Tommy began to painstakingly write out by hand helpful verses from his New Testament onto little pieces of paper, which he would then drop from his window to flutter down to the busy street below. Passers-by would see the notes drifting down, pick them up and read them out of curiosity, and there find the words of the Man who went about everywhere doing good—Jesus Christ. Many were helped, encouraged, and comforted, and some were even saved through the simple ministry of this young boy and his New Testament.
One day a wealthy businessman accepted Jesus through reading the verse in one of Tommy’s little notes. He later returned to the spot where he had found the scrap of paper that had led him to the Lord, hoping to find some clue as to how it got there. Suddenly he noticed another little bit of paper floating down to the sidewalk. He watched as a poor, tired old woman stooped painfully to pick it up, and noticed her countenance brighten as she read it. There seemed to be new strength in her step as she journeyed on.
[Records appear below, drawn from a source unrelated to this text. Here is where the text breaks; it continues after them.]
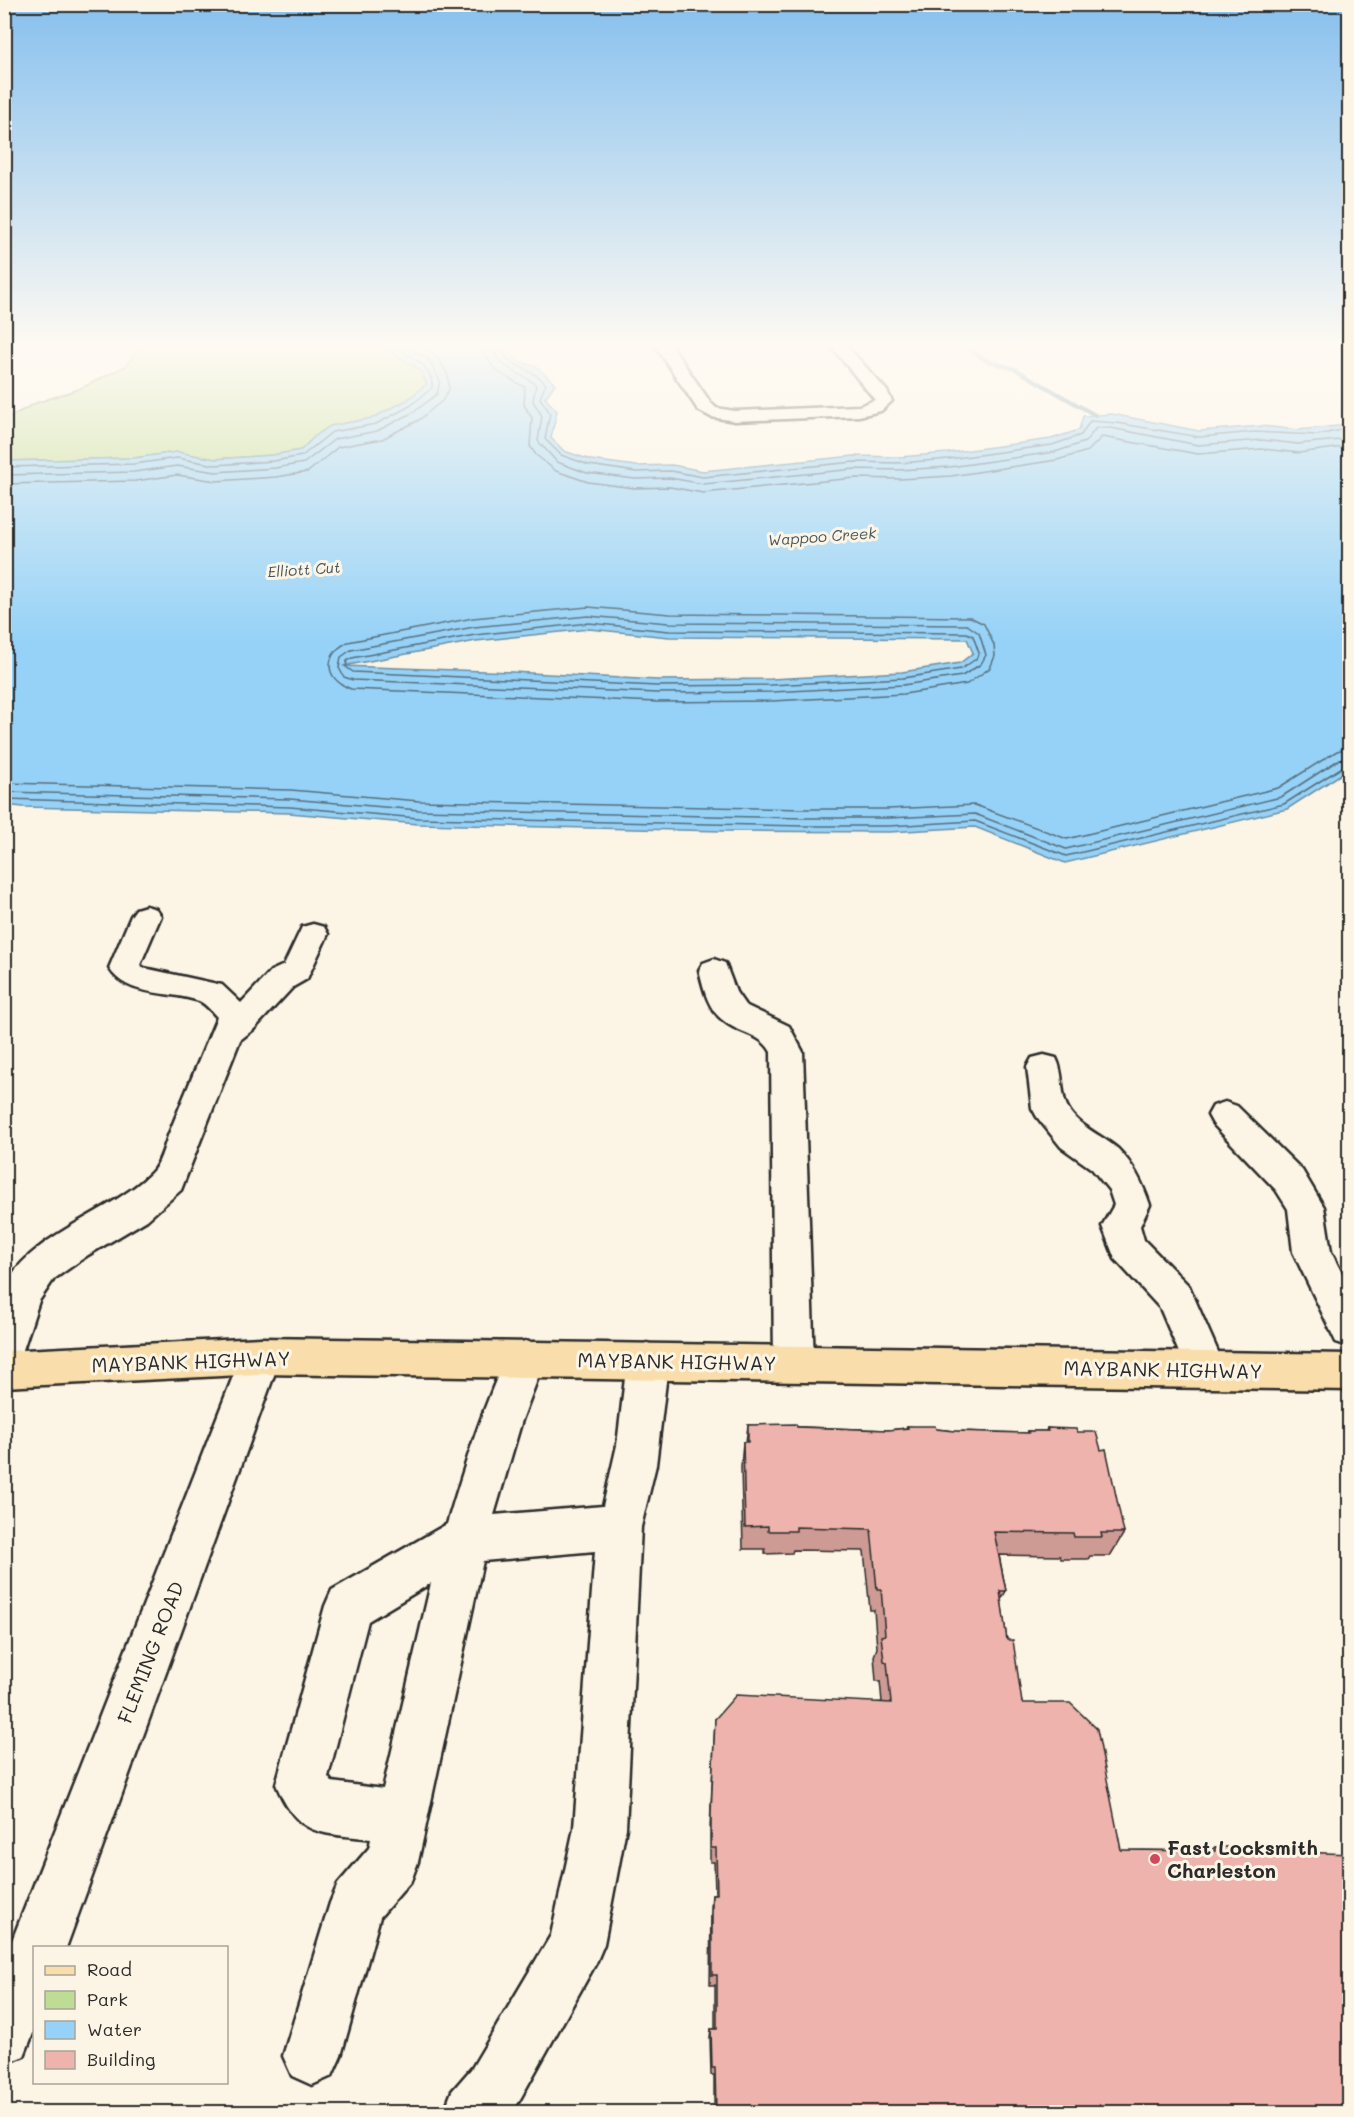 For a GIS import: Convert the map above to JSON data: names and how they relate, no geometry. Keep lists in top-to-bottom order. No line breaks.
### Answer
{"streets":{"main road":["MAYBANK HIGHWAY"],"street":["FLEMING ROAD"]},"crossings":[["MAYBANK HIGHWAY","FLEMING ROAD"]],"water":["Wappoo Creek","Elliott Cut"],"places":["Fast Locksmith Charleston"],"legend":["Road","Park","Water","Building"]} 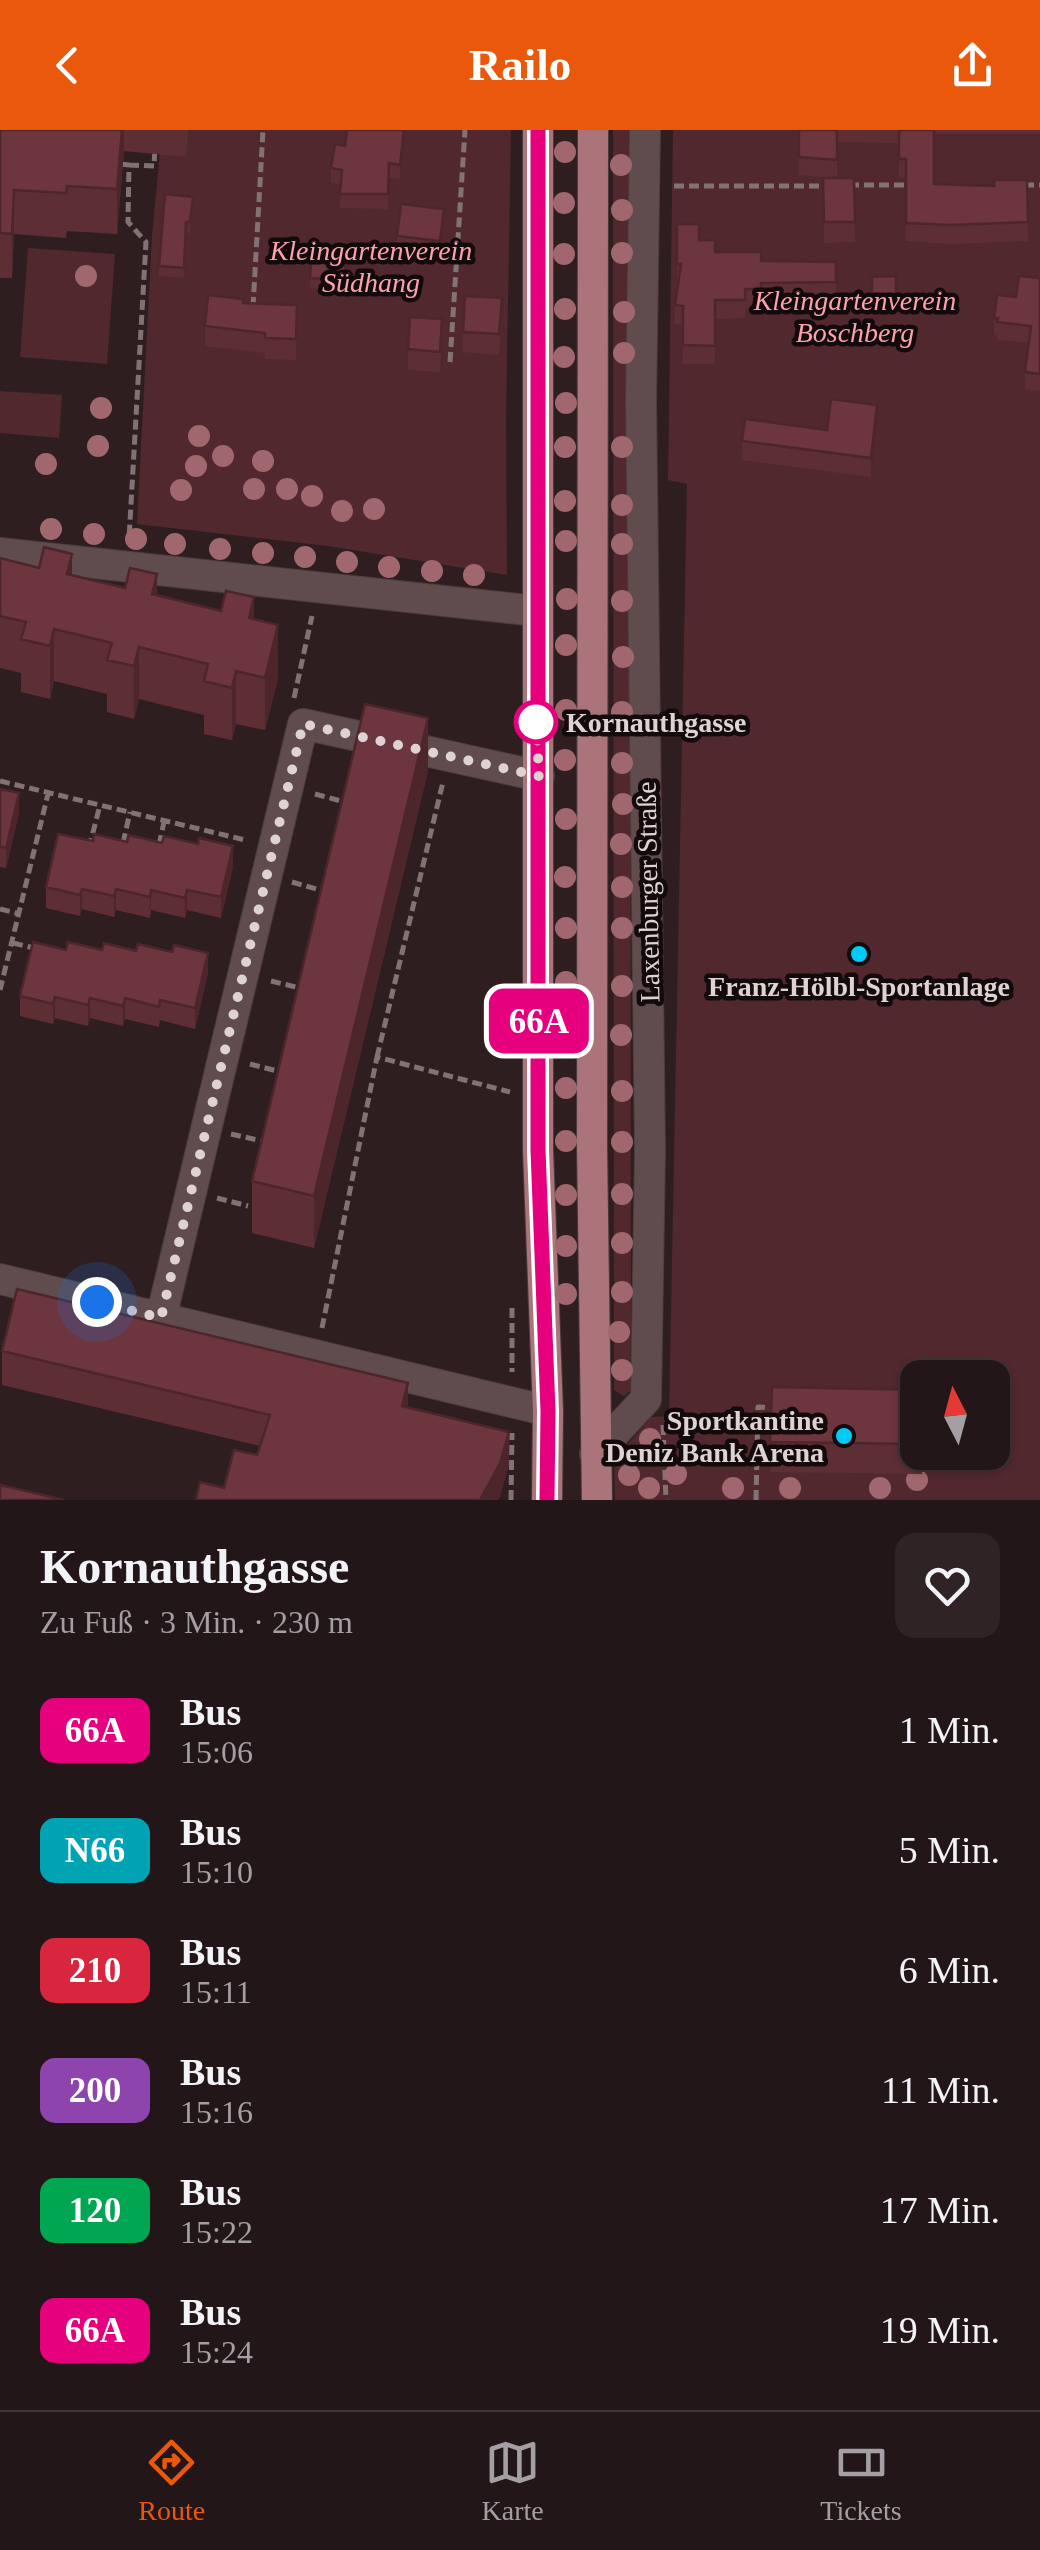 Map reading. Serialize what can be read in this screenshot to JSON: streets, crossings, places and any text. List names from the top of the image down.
{
  "streets": {
    "main road": ["Laxenburger Straße"]
  },
  "parks": ["Kleingartenverein Südhang", "Kleingartenverein Boschberg"],
  "places": ["Kornauthgasse", "Franz-Hölbl-Sportanlage", "Sportkantine Deniz Bank Arena"],
  "lines": ["bus line 66A"],
  "north": "top",
  "page": {
    "header": "Railo",
    "on_map": "66A",
    "heading": ["Kornauthgasse", "Zu Fuß · 3 Min. · 230 m"],
    "list": [
      {
        "mark": "66A",
        "name": "Bus",
        "note": "15:06",
        "value": "1 Min."
      },
      {
        "mark": "N66",
        "name": "Bus",
        "note": "15:10",
        "value": "5 Min."
      },
      {
        "mark": "210",
        "name": "Bus",
        "note": "15:11",
        "value": "6 Min."
      },
      {
        "mark": "200",
        "name": "Bus",
        "note": "15:16",
        "value": "11 Min."
      },
      {
        "mark": "120",
        "name": "Bus",
        "note": "15:22",
        "value": "17 Min."
      },
      {
        "mark": "66A",
        "name": "Bus",
        "note": "15:24",
        "value": "19 Min."
      }
    ],
    "tabs": ["Route", "Karte", "Tickets"]
  }
}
The businessman kept his eyes glued upward, determined to find the source. He had to wait a long time, for it took poor Tommy many painful minutes to scrawl even one verse on one of those pieces of paper. Then the businessman’s eyes were drawn to a certain window where he saw a scrawny arm reach out to drop another piece of paper like the one that had brought a whole new life to him. He carefully noted the location of the window, dashed up the stairs of the tenement, and finally found the humble abode of tiny Tom, the sidewalk missionary.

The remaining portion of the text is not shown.